■ Exercise description
From the listing below, pick out each line with the word "moveTo".

■ Entries shown
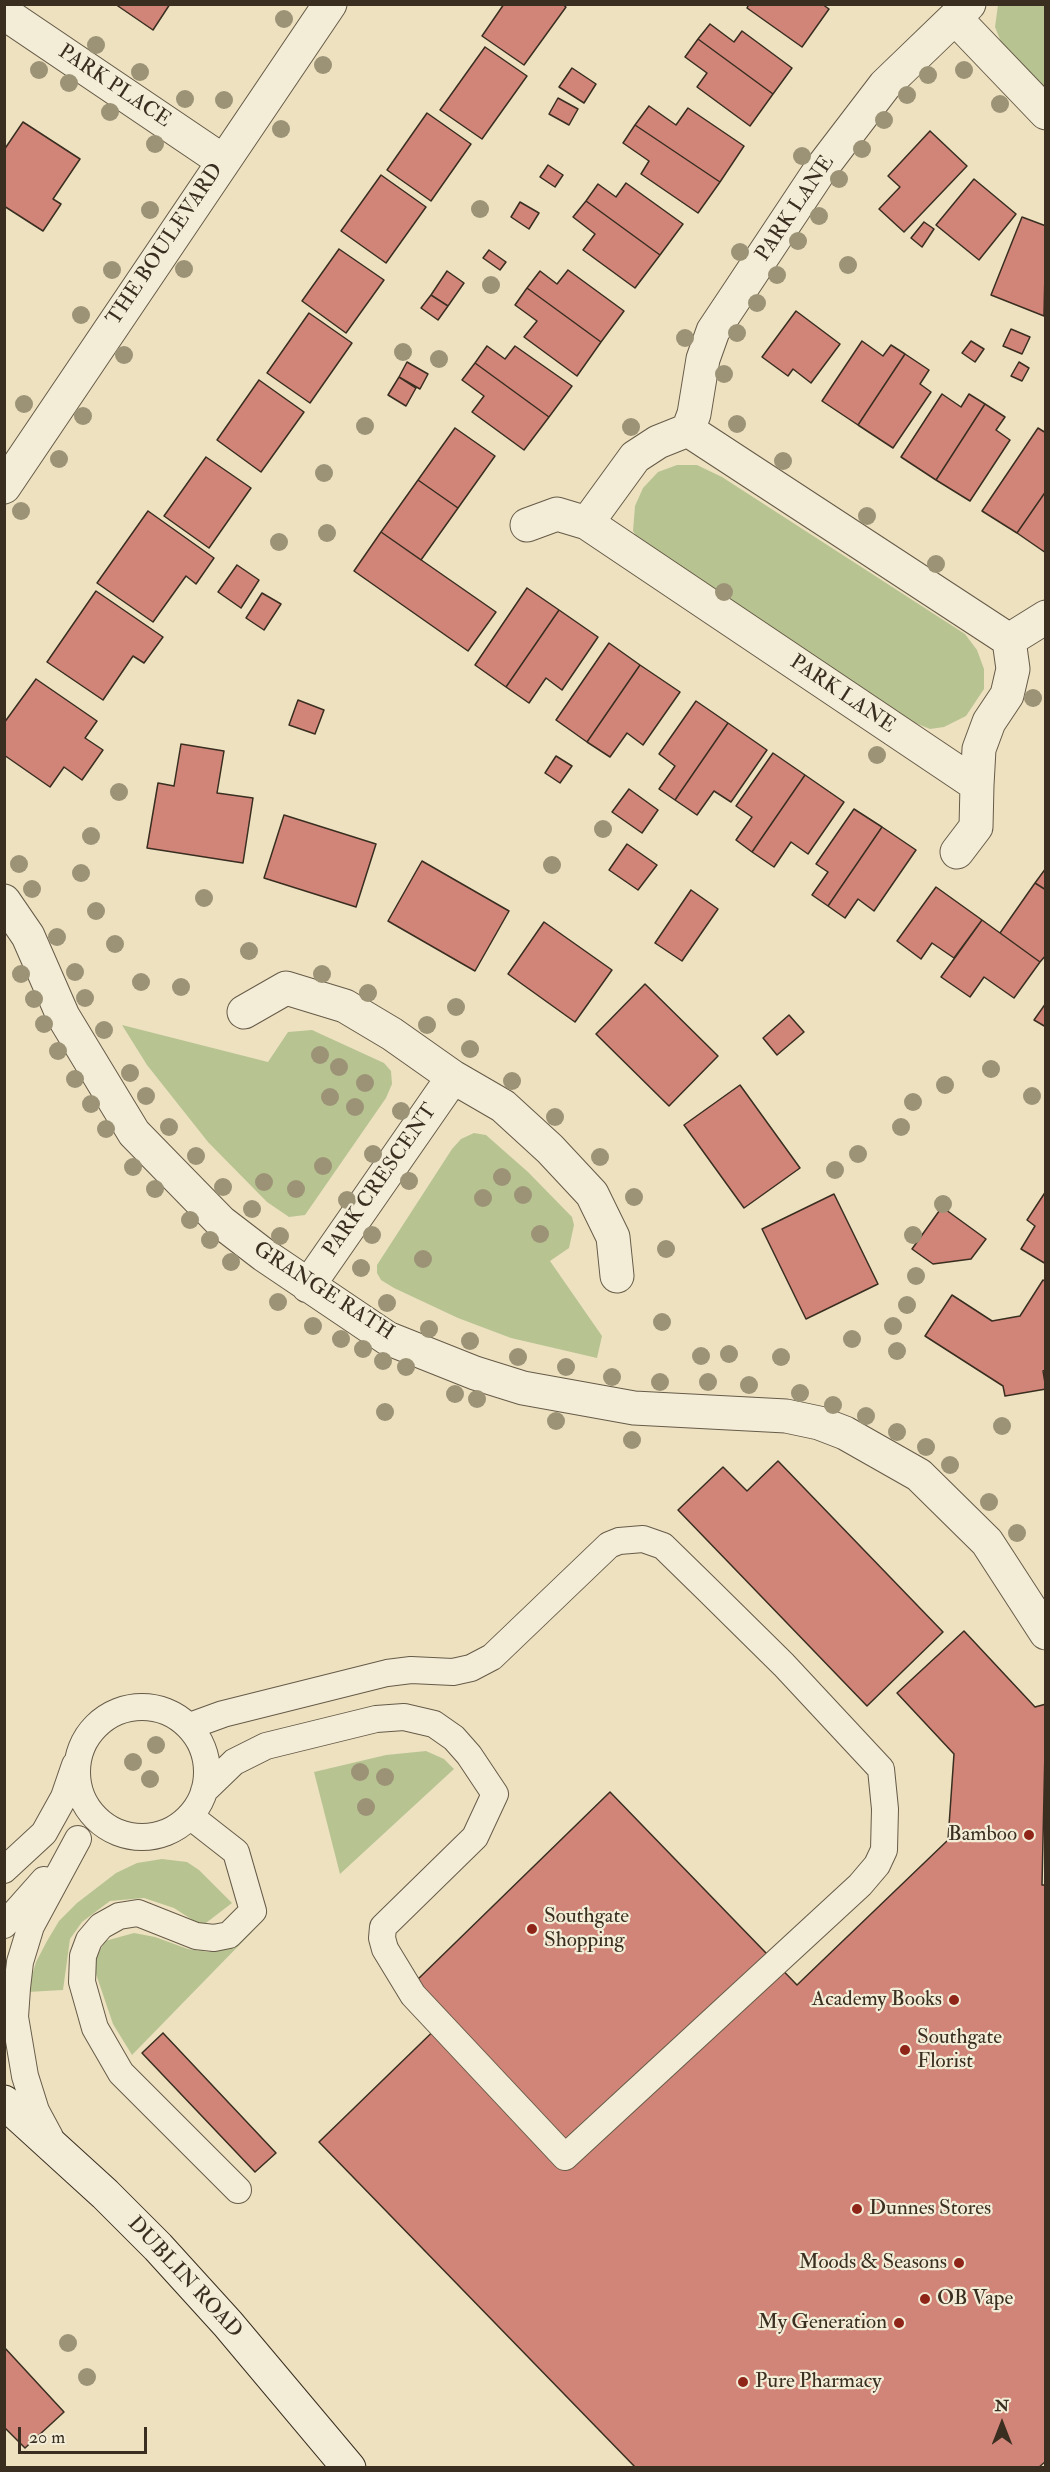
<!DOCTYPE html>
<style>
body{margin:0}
#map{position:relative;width:1050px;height:2472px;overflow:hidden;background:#ede1c0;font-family:"IM FELL Double Pica",serif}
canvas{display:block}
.frame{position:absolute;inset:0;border:6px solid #392e20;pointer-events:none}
.north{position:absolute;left:972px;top:2394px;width:60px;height:60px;-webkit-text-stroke:4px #f3ecd6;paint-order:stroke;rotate:0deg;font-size:16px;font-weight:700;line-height:24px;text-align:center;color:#392e20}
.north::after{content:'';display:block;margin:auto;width:21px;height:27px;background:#392e20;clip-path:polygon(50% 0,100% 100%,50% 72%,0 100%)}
.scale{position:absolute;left:18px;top:2427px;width:129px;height:27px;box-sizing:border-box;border:3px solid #392e20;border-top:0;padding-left:8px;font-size:18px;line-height:21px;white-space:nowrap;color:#392e20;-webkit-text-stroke:4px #f3ecd6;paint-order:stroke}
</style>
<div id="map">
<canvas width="1050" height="2472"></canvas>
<div class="frame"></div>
<div class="north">N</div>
<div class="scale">20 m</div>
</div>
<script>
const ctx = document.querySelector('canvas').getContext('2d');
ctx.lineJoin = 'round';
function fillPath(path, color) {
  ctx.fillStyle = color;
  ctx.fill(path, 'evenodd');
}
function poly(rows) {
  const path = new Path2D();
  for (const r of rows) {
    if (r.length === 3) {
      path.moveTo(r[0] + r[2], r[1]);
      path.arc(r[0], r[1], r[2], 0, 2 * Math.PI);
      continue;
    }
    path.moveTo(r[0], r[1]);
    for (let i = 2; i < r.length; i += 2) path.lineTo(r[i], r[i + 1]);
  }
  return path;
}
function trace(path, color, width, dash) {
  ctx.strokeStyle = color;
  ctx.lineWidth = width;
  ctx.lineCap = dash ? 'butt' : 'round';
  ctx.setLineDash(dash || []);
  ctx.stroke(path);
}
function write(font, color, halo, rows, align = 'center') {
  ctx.font = font + ' "IM FELL Double Pica",serif';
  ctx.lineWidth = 4.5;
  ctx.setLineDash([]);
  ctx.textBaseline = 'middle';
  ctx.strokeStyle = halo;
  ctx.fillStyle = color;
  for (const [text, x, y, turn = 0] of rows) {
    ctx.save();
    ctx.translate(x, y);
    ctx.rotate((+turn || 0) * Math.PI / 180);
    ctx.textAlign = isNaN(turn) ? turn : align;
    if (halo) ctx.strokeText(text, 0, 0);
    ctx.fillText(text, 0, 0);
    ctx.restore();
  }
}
fillPath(poly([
 [998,5,1045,5,1045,88,1032,77,1001,42,995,27],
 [677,465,697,465,722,477,965,634,977,650,984,669,984,689,966,716,944,727,930,729,898,716,643,547,633,531,635,506,643,488,658,472],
 [122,1025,268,1062,288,1032,312,1030,384,1063,391,1071,392,1084,386,1098,305,1215,289,1217,267,1202,208,1142,147,1065],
 [474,1133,486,1135,528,1172,572,1217,574,1225,569,1248,550,1261,602,1336,597,1358,511,1338,458,1318,394,1288,381,1280,377,1273,377,1265,452,1149,461,1139],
 [426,1751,444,1759,454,1769,340,1874,314,1772,386,1755],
 [162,1859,187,1862,199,1870,232,1903,202,1926,174,1908,144,1898,110,1901,82,1922,70,1939,63,1990,27,1992,36,1962,47,1941,59,1921,77,1903,116,1873,137,1863],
 [253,1931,132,2055,113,2024,96,1974,94,1962,105,1941,134,1933,155,1937,188,1949,209,1952,232,1946]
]), '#b8c392');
const building = poly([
 [115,4,170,4,153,30,115,4],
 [504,4,562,4,566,7,524,65,482,36,504,4],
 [749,4,822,4,829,9,802,47,747,8,749,4],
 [710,24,734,42,742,31,792,68,773,94,698,39,710,24],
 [698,39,773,94,750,126,697,87,707,73,685,57,698,39],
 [485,47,527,76,482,139,440,110,485,47],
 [572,68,596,84,584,103,559,87,572,68],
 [558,98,578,109,569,125,549,114,558,98],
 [649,106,676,125,688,108,744,146,720,182,635,125,649,106],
 [427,113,471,144,431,201,387,170,427,113],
 [23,122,80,159,53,199,61,204,43,231,4,206,4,150,23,122],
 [635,125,720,182,698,213,641,174,649,161,623,143,635,125],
 [930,131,967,166,904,232,879,209,900,187,888,176,930,131],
 [548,165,563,175,555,187,540,177,548,165],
 [381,175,426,207,386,263,341,231,381,175],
 [974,179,1016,214,979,260,936,225,974,179],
 [626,183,683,224,660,255,586,201,598,184,616,197,626,183],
 [586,201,660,255,635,288,583,250,595,234,573,217,586,201],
 [520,202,539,213,529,229,511,217,520,202],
 [1022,217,1046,226,1044,316,991,295,1022,217],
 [924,222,934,229,922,247,911,238,924,222],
 [339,249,384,280,346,333,302,301,339,249],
 [489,250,506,262,500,270,483,258,489,250],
 [568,270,624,311,601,342,527,288,540,271,557,284,568,270],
 [447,271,464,283,448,306,431,295,447,271],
 [527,288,601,342,577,376,524,337,537,321,515,305,527,288],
 [431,295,448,306,438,320,421,308,431,295],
 [796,311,840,344,811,383,793,369,788,376,762,357,796,311],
 [309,313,352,343,310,403,267,373,309,313],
 [1011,329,1030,337,1022,354,1003,346,1011,329],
 [862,341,883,356,891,345,905,354,858,425,822,401,862,341],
 [971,341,984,349,975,362,962,353,971,341],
 [487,346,505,359,515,346,572,386,549,417,475,363,487,346],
 [905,354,929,370,920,384,931,392,893,448,858,425,905,354],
 [407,362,428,374,420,389,399,377,407,362],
 [1019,362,1029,368,1022,381,1011,376,1019,362],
 [475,363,549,417,524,450,472,412,484,396,462,380,475,363],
 [399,377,416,388,406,406,388,395,399,377],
 [259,380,304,412,261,472,217,440,259,380],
 [942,394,961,407,969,394,985,404,936,480,901,457,942,394],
 [985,404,1005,417,996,430,1010,440,970,501,936,480,985,404],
 [455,428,495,456,458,508,418,480,455,428],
 [1038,428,1046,433,1046,491,1017,533,982,511,1038,428],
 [206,457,251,488,209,548,164,516,206,457],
 [418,480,458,508,421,560,381,532,418,480],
 [1046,491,1046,553,1017,533,1046,491],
 [148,511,214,558,196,584,186,576,153,622,97,583,148,511],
 [381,532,496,612,468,651,354,571,381,532],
 [237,565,259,580,241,608,218,592,237,565],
 [527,588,559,610,506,687,475,665,527,588],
 [96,591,163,637,144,663,133,656,103,700,47,662,96,591],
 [262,593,281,604,264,630,246,618,262,593],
 [559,610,598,637,562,690,546,678,529,703,506,687,559,610],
 [609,643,640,665,587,742,556,720,609,643],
 [640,665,680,692,643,745,627,733,610,757,587,742,640,665],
 [36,679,97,721,85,738,103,750,82,780,64,767,50,787,4,755,4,723,36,679],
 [298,700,324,710,315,734,289,725,298,700],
 [696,701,728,723,675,800,659,789,675,766,659,754,696,701],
 [728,723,767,750,731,802,714,791,697,815,675,800,728,723],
 [181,744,224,751,217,793,253,798,243,863,147,848,158,783,174,786,181,744],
 [773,753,805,775,752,852,736,840,752,817,736,806,773,753],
 [556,756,572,766,560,783,545,773,556,756],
 [805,775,844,802,808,854,791,842,774,867,752,852,805,775],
 [629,789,658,810,642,833,612,812,629,789],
 [854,809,882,827,828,906,812,895,828,872,816,864,854,809],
 [284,815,376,844,356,907,264,878,284,815],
 [882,827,916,850,874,911,858,899,845,918,828,906,882,827],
 [627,844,657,865,638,890,609,870,627,844],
 [422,861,509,911,475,971,388,921,422,861],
 [1046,868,1046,890,1035,883,1046,868],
 [1035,883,1046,890,1046,955,1040,962,1000,933,1035,883],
 [936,887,982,920,954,958,932,943,921,959,897,941,936,887],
 [691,890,718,909,682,961,655,943,691,890],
 [982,920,1040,962,1014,998,984,977,970,997,941,977,982,920],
 [544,922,612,970,575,1022,508,974,544,922],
 [645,984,718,1056,669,1106,596,1034,645,984],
 [1046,1003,1046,1027,1034,1020,1046,1003],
 [789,1015,804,1032,777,1055,763,1038,789,1015],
 [740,1085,800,1168,744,1208,684,1125,740,1085],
 [1046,1191,1046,1264,1021,1249,1035,1226,1027,1220,1046,1191],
 [834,1194,878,1284,806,1319,762,1229,834,1194],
 [942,1207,986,1239,971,1259,933,1264,912,1249,942,1207],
 [1043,1280,1046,1282,1046,1370,1043,1371,1046,1389,1005,1396,1003,1386,925,1336,952,1295,992,1321,1020,1316,1043,1280],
 [778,1461,943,1632,867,1706,678,1510,723,1467,747,1491,778,1461],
 [964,1631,1035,1707,1046,1704,1042,1885,1046,1885,1046,2461,1038,2468,636,2468,319,2142,449,2016,415,1982,610,1792,797,1985,948,1840,954,1754,897,1693,964,1631],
 [163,2033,276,2153,255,2172,142,2053,163,2033],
 [4,2347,64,2412,25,2448,4,2427,4,2347]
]);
fillPath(building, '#d18578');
trace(building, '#392e20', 1.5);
const lane = poly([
 [142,1772,65],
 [190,1726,223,1714,387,1673,411,1670,453,1672,471,1668,492,1657,609,1545,619,1541,643,1539,663,1546,709,1591,784,1665,881,1769,885,1809,884,1850,877,1865,860,1885,565,2157,413,1995,385,1949,382,1938,383,1927,475,1837,495,1794,469,1755,454,1738,434,1724,404,1717,376,1719,266,1746,234,1762,204,1791],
 [190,1816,236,1852,253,1911,229,1935,214,1938,196,1936,138,1913,119,1916,101,1926,89,1940,83,1956,82,1982,95,2028,121,2073,238,2190],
 [4,1870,44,1833,64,1797,75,1765],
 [4,1925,44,1880],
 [50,2137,36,2111,25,2076,15,2017,17,1988,20,1962,31,1926,78,1839]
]);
const street = poly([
 [4,13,223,161],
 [956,19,1046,113],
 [688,430,1009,640],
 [4,487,330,4],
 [587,523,635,457,658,442,688,430,694,414,703,359,713,331,739,292,820,170,885,85,969,4],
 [527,525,557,514,587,523,977,785,976,827,957,852],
 [977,785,979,749,989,722,1007,695,1013,669,1009,640,1046,617],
 [4,901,28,936,63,1016,134,1133,221,1222,264,1255,387,1338,475,1373,523,1388,634,1408,786,1416,819,1423,845,1433,919,1475,987,1542,1046,1633],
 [244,1012,286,988,345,1006,392,1034,453,1077,503,1106,550,1149,592,1194,613,1237,617,1276],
 [308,1286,453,1077]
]);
const secondary = poly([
 [4,2102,105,2194,158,2247,228,2324,349,2468]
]);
trace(lane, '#665b48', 28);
trace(street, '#665b48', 35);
trace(secondary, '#392e20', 35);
trace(lane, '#f3ecd6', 26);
trace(street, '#f3ecd6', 33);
trace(secondary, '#f3ecd6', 33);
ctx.fillStyle = '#9c9377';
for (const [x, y] of [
 [284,19],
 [96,45],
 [323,65],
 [39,70],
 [964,70],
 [140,72],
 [928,75],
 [69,83],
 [907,95],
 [185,99],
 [224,100],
 [1000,104],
 [110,112],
 [884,120],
 [281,129],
 [155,144],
 [862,149],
 [802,156],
 [839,179],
 [480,209],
 [150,210],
 [819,216],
 [798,241],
 [740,252],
 [848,265],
 [184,269],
 [112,270],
 [777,275],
 [491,285],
 [757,303],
 [81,315],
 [737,333],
 [685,338],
 [403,352],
 [124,355],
 [439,359],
 [724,374],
 [24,404],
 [83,416],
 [737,424],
 [365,426],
 [631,427],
 [59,459],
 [783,461],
 [324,473],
 [21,511],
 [867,516],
 [327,533],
 [279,542],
 [936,564],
 [724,592],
 [1033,698],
 [877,755],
 [119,792],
 [603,829],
 [91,836],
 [19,864],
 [552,865],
 [81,873],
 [32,889],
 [204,898],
 [96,911],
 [57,937],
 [115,944],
 [249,951],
 [75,972],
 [21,974],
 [322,974],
 [141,982],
 [181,987],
 [368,993],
 [85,998],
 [34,999],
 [456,1007],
 [44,1024],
 [427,1025],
 [104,1030],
 [470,1049],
 [58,1051],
 [320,1055],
 [339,1067],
 [991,1069],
 [130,1073],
 [75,1079],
 [512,1081],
 [365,1083],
 [945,1085],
 [146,1096],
 [1032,1096],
 [330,1097],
 [913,1102],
 [91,1104],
 [355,1107],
 [401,1111],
 [555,1117],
 [169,1127],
 [901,1127],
 [106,1129],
 [373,1154],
 [858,1154],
 [196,1156],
 [600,1157],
 [323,1166],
 [133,1167],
 [835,1170],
 [502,1177],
 [409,1181],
 [264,1182],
 [223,1187],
 [155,1189],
 [296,1189],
 [523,1195],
 [634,1197],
 [483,1198],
 [347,1200],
 [943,1204],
 [252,1209],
 [190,1220],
 [540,1234],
 [372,1235],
 [913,1235],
 [280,1236],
 [210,1240],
 [666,1249],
 [423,1259],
 [231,1262],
 [361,1268],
 [916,1276],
 [278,1302],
 [387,1303],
 [907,1305],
 [662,1322],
 [313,1326],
 [893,1326],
 [429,1329],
 [341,1339],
 [852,1339],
 [470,1341],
 [363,1349],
 [897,1351],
 [729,1354],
 [701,1356],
 [518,1357],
 [781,1357],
 [383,1361],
 [406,1367],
 [566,1367],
 [612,1377],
 [660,1382],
 [708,1382],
 [749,1385],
 [800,1393],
 [455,1394],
 [477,1399],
 [833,1405],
 [385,1412],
 [866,1416],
 [556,1421],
 [1002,1426],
 [897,1432],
 [632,1440],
 [926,1447],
 [950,1465],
 [989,1502],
 [1017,1533],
 [156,1745],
 [133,1762],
 [360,1772],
 [385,1777],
 [150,1779],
 [366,1807],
 [68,2343],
 [87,2377]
]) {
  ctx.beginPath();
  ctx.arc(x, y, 9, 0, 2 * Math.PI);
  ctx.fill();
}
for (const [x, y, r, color] of [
 [1029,1835,6,"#8f2418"],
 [532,1929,6,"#8f2418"],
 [954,2000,6,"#8f2418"],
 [905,2050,6,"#8f2418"],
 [857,2209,6,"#8f2418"],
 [959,2263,6,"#8f2418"],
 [925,2299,6,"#8f2418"],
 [899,2323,6,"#8f2418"],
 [743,2382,6,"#8f2418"]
]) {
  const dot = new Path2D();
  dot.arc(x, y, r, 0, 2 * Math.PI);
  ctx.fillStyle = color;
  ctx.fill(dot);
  trace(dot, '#f3ecd6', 2);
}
write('21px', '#392e20', '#f3ecd6', [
 ["PARK PLACE",114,87,34],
 ["PARK LANE",796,209,-56],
 ["THE BOULEVARD",166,245,-56],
 ["PARK LANE",842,695,34],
 ["PARK CRESCENT",381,1181,-55],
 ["GRANGE RATH",323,1292,33],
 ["DUBLIN ROAD",184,2278,47]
]);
write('21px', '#392e20', '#f3ecd6', [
 ["Bamboo",1017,1835,"right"],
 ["Southgate",544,1917],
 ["Shopping",544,1941],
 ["Academy Books",942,2000,"right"],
 ["Southgate",917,2038],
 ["Florist",917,2062],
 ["Dunnes Stores",869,2209],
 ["Moods & Seasons",947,2263,"right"],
 ["OB Vape",937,2299],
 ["My Generation",887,2323,"right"],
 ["Pure Pharmacy",755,2382]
], 'left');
</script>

■ Exercise result
      path.moveTo(r[0] + r[2], r[1]);
    path.moveTo(r[0], r[1]);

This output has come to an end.